=== Assignment ===
Please retype the entries below exactly, only from their first line through the line containing "position:absolute; left:15px; top:15px;", leaving every picture out.

=== Recorded data ===
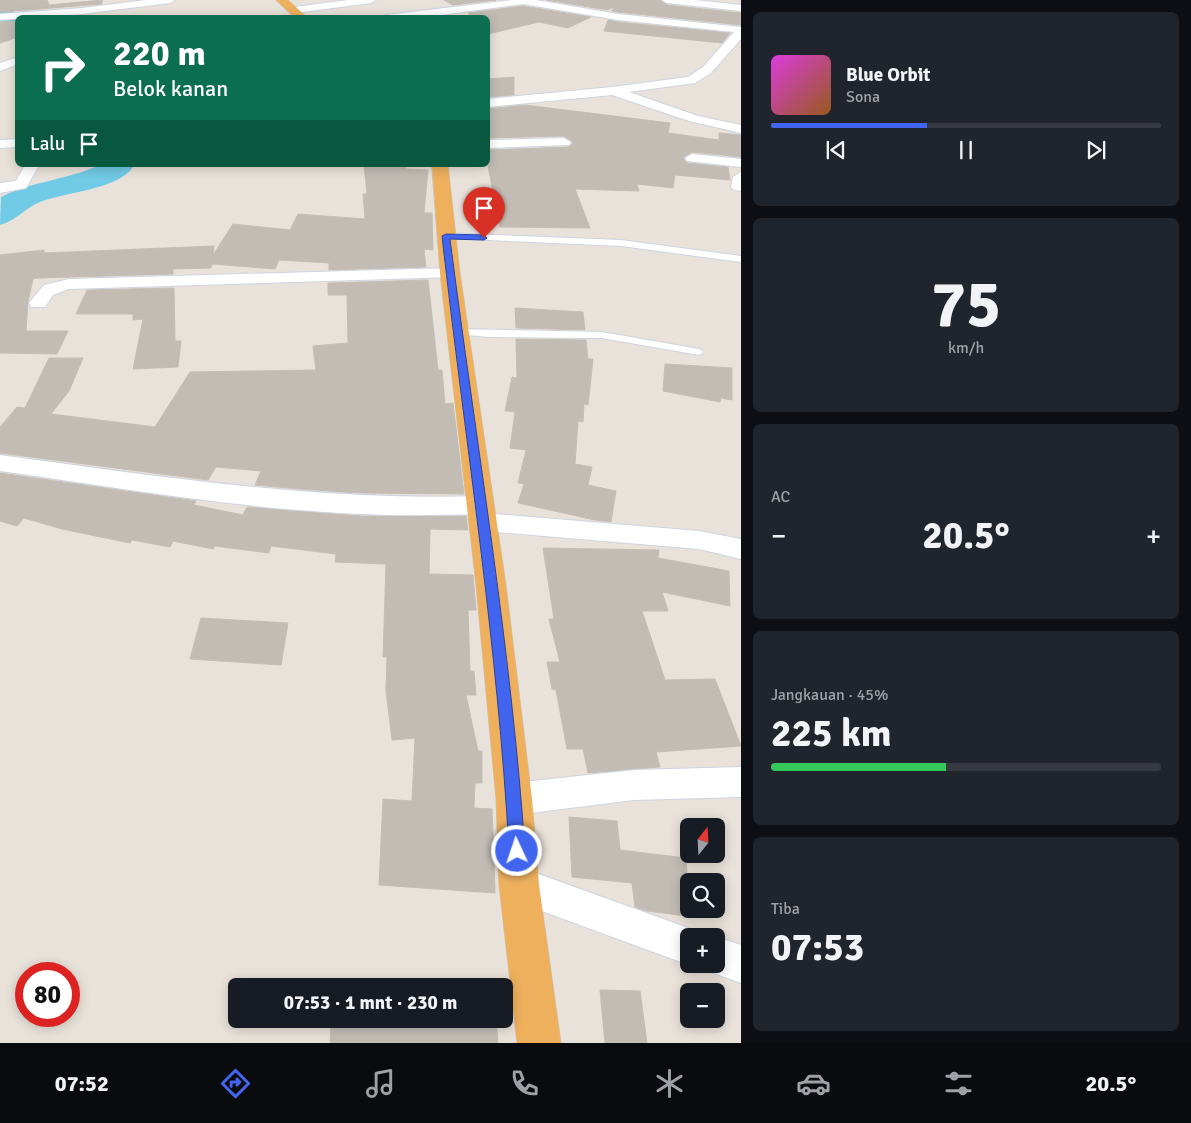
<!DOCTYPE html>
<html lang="id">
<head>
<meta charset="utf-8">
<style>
  :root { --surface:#171b24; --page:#20242c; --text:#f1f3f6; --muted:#9ea1a6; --line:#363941; --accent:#4165ee }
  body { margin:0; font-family:Signika,sans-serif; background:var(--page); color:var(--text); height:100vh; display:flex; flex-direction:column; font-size:19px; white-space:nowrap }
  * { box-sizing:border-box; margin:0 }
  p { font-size:16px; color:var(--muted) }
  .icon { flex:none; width:28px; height:28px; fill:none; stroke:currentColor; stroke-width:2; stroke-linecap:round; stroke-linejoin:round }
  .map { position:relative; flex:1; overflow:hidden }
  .drawer { display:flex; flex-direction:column; gap:12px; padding:12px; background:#0d0f14; width:450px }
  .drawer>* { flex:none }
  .banner { position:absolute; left:15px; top:15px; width:475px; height:152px; border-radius:8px; box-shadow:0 2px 12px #0003; background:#0b6e4f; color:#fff; overflow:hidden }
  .needle { width:32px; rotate:18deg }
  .tools { position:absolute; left:680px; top:818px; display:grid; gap:10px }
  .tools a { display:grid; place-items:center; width:45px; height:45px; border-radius:8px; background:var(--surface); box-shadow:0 2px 12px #0003; font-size:25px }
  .speed { position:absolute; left:15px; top:962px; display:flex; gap:10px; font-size:25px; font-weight:700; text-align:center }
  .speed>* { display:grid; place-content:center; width:65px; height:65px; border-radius:50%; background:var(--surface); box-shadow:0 2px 12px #0003; line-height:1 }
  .speed .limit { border:8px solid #d22; background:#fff; color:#111 }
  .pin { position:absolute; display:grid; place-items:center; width:42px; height:42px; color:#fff; margin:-51px -21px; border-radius:50% 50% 50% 0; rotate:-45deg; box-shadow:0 0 5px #0007 }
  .pin .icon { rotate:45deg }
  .me { position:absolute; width:55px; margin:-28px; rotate:357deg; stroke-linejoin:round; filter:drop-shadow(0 0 4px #0008) }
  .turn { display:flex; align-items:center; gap:18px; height:105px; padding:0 15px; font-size:22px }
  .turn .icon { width:65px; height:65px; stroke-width:2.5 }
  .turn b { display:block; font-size:35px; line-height:42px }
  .then { display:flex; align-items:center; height:48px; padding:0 15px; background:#0003; gap:10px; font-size:19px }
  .big { font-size:38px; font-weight:700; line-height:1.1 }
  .drawer .tile { flex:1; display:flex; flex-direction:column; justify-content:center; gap:8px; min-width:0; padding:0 18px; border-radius:8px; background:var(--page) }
  .drawer .dial { align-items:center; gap:0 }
  .dial b { font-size:65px; line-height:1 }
  .song { display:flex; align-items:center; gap:15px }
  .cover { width:60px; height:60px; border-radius:8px; background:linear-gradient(135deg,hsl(300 70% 55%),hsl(30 70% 35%)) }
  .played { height:5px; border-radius:2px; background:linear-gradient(90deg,var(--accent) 40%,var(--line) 40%) }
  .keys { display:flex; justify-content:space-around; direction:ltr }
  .heat { display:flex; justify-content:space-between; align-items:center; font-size:28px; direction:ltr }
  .charge { height:8px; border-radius:4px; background:linear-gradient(90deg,#34c759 45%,var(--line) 0) }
  .trip { position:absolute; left:228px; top:978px; width:285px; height:50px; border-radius:8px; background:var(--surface); box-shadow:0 2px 12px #0003; font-weight:700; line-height:50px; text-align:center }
  .menu { display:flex; height:80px; justify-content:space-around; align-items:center; background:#090b0e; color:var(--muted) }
  .menu .icon { width:35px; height:35px }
  .menu .selected { color:var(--accent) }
  .menu b { font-size:22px; color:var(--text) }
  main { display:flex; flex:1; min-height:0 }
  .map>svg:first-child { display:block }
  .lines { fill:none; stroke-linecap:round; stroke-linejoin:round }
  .river { fill:#71cae6; fill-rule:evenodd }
  .building { fill:#c2bcb5; stroke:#c4beb4 }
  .service-casing { stroke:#cfd3e0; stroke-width:2 }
  .minor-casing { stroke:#cfd3e0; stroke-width:2 }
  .trunk-casing { stroke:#c3c3c3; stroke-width:1 }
  .service { fill:#fff; fill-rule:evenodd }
  .minor { fill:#fff; fill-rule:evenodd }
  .trunk { fill:#eeb05d; fill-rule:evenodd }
  .route { fill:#4165ee; stroke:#2a429b }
</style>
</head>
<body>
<main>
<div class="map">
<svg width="741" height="1043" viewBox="0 0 741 1043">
  <rect width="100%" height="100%" fill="#e9e2da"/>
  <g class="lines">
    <g class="river">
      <polygon points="3,0 27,0 13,12 26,18 18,18 18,27 0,21 0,2"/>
      <path d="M99,165H132L133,167C117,190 65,192 40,202C25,208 16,221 0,225L1,197C32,181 68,180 99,165Z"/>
    </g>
  </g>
  <g class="building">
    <polygon points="0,0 47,0 49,5 102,0 102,4 0,12"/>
    <polygon points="444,0 496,0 453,5"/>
    <polygon points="547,0 660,0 667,5 741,13 741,25 618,12 612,11 614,7 607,10"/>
    <polygon points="523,6 591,17 568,28 539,22 488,34 488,18 475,18 468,13"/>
    <polygon points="608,20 618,22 730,33 722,43 604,31"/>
    <polygon points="18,21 18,37 0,43 0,22"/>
    <polygon points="514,77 514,95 488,97 488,79"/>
    <polygon points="525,105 670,123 668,133 719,140 719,133 741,135 741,157 692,152 683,158 687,163 728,167 730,180 675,175 673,188 637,184 639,191 575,189 590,228 500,227 488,166 488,150 569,147 573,143 564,136 488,138 488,109"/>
    <polygon points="364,165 405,165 406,169 428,170 424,213 432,213 433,250 424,249 426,267 329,270 329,263 279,260 275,269 212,264 211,268 173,269 173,274 38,278 33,279 28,302 26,331 68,331 57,354 0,353 0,255 44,250 44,253 214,246 213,255 233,224 290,230 298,214 365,219 363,194 367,194"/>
    <polygon points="428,280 438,370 442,370 445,404 453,403 464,494 360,493 300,489 255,485 261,471 216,467 208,480 0,453 0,427 17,407 25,408 49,358 83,358 69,391 51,414 155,427 190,372 316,370 313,346 348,343 347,295 328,295 328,283"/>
    <polygon points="174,288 175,341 181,341 178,367 133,369 143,319 133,320 133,314 76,314 87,290"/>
    <polygon points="515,308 583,312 585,330 516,328"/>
    <polygon points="516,339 586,340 588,359 593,359 588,405 584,404 583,422 578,421 575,464 592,467 588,485 616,491 611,522 595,520 518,503 524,484 518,483 526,450 510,448 515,412 505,411 512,377 517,378"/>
    <polygon points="665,364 732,368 732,400 721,398 720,402 663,391"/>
    <polygon points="0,473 196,501 194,505 243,515 247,507 361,516 466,516 468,530 430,529 429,574 473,575 476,610 468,610 470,671 474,671 476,695 466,695 478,751 482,751 482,783 475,783 474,808 492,809 495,893 379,885 383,799 412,801 415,738 392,740 386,691 387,657 383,657 386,564 335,562 336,554 271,546 269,553 215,546 213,549 173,541 170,547 132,540 130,543 62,529 24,518 17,526 0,521"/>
    <polygon points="543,548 659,550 658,558 729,571 730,606 662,592 668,611 642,611 665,680 715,679 741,746 656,752 660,767 588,773 583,749 567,749 556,690 552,689 547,662 560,662 549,619 554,619"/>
    <polygon points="201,618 288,623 281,665 190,659"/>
    <polygon points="569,817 617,821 620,850 686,858 689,909 693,909 694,917 647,911 635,907 632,883 572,877"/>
    <polygon points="600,990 640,991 647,1043 605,1043"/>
    <polygon points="331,1019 496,1019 498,1043 330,1043"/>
  </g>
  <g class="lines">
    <defs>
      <g id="service">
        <polygon points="446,233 621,240 741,256 741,262 621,246 443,238 442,236"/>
        <polygon points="457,329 602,332 699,349 704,352 699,355 602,338 490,337 454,334 454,330"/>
      </g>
      <g id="minor">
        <polygon points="146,0 175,0 170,3 82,14 0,20 0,14 82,8"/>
        <polygon points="348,0 376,0 371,3 295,13 290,10 295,7"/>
        <polygon points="512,0 536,0 618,14 741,27 741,39 711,73 695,83 629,92 698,116 741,125 741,133 689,121 612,95 488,107 488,99 612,87 688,77 703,67 734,32 618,20 523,4 418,18 381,18 386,15"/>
        <polygon points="662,0 695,0 741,5 741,11 667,3"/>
        <polygon points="18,57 18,64 0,71 0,63"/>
        <polygon points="564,138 571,142 569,145 488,148 488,140"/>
        <polygon points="18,139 18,147 0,148 0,140"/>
        <polygon points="692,154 741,159 741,167 687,161 685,158"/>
        <polygon points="25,165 39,165 26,188 0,193 0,183 16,181"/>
        <polygon points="741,172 741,191 734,190 731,187 733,177"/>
        <polygon points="450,268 456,269 459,273 456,277 69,289 53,295 45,307 31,307 29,303 44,285 69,279"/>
        <path d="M0,455C163,477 317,501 482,496L491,499L494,505L491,511L484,513L699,531L741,539V559L699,549L484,531L475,528L471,522L475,516L482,514C441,515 401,516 361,514C240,509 120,488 0,471Z"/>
        <polygon points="741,767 741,797 634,800 514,815 502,810 497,799 502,788 514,783 634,770"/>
        <polygon points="519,867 702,933 704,936 689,936 689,964 691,964 689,965 506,898 501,885 506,872"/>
        <polygon points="716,937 741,945 741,983 703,969 700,964 716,964"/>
      </g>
      <g id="trunk">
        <polygon points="276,0 288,0 308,18 295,18"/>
        <polygon points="432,165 448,165 460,273 506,585 532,799 539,885 561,1043 517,1043 499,885 496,799 476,585 440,273"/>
      </g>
    </defs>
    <use href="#service" class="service-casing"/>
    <use href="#minor" class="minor-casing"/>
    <use href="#trunk" class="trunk-casing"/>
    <use href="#service" class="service"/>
    <use href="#minor" class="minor"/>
    <use href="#trunk" class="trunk"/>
  </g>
  <path class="route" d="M446,234L484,235L487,238L484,240L450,239C476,443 511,646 525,851L522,856L517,859L511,856L509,851C498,645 465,441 442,236Z"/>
</svg>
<div class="tools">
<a><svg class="needle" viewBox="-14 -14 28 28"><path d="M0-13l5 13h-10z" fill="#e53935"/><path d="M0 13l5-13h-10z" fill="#9ea1a6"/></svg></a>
<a><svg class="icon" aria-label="search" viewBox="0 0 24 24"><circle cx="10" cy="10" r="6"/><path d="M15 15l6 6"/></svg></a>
<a>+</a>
<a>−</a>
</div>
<div class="speed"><div class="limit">80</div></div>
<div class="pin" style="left:484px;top:238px;background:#d93025"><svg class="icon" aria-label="arrive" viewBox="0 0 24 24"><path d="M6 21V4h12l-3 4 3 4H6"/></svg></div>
<svg class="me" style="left:517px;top:851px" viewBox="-20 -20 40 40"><circle r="17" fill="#4165ee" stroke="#fff" stroke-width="3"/><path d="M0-11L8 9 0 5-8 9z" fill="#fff"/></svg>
<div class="trip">07:53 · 1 mnt · 230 m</div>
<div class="banner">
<div class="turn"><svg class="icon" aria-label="right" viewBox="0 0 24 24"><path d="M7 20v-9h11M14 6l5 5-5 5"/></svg><div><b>220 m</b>Belok kanan</div></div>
<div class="then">Lalu<svg class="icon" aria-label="arrive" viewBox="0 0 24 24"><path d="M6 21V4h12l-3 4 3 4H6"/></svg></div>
</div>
</div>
<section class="drawer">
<div class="tile">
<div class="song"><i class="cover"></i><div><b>Blue Orbit</b><p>Sona</p></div></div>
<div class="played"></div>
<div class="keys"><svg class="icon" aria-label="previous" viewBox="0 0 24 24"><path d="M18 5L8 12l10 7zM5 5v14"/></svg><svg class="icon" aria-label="pause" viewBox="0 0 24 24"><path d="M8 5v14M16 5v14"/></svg><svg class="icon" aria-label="next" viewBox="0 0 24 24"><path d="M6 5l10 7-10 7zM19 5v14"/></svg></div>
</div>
<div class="tile dial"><b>75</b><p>km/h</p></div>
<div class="tile"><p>AC</p>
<div class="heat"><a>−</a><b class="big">20.5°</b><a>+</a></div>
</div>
<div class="tile"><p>Jangkauan · 45%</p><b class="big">225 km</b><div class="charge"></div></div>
<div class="tile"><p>Tiba</p><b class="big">07:53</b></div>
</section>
</main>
<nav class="menu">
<b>07:52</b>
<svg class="icon selected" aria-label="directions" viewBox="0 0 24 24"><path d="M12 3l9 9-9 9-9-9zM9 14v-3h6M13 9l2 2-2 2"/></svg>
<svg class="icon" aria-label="music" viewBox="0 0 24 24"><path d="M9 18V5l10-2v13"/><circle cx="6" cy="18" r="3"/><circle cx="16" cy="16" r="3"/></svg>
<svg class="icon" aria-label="phone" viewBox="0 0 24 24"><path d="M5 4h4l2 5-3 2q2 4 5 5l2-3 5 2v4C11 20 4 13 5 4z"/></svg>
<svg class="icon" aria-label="climate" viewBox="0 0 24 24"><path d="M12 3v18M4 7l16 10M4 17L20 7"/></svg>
<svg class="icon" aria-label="car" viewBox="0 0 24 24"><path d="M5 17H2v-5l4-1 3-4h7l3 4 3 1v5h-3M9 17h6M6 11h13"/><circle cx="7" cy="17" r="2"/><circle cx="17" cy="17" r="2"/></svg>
<svg class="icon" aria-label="filters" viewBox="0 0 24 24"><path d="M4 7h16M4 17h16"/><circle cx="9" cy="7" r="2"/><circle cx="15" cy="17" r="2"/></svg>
<b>20.5°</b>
</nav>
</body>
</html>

=== Response to the exercise ===
<!DOCTYPE html>
<html lang="id">
<head>
<meta charset="utf-8">
<style>
  :root { --surface:#171b24; --page:#20242c; --text:#f1f3f6; --muted:#9ea1a6; --line:#363941; --accent:#4165ee }
  body { margin:0; font-family:Signika,sans-serif; background:var(--page); color:var(--text); height:100vh; display:flex; flex-direction:column; font-size:19px; white-space:nowrap }
  * { box-sizing:border-box; margin:0 }
  p { font-size:16px; color:var(--muted) }
  .icon { flex:none; width:28px; height:28px; fill:none; stroke:currentColor; stroke-width:2; stroke-linecap:round; stroke-linejoin:round }
  .map { position:relative; flex:1; overflow:hidden }
  .drawer { display:flex; flex-direction:column; gap:12px; padding:12px; background:#0d0f14; width:450px }
  .drawer>* { flex:none }
  .banner { position:absolute; left:15px; top:15px; width:475px; height:152px; border-radius:8px; box-shadow:0 2px 12px #0003; background:#0b6e4f; color:#fff; overflow:hidden }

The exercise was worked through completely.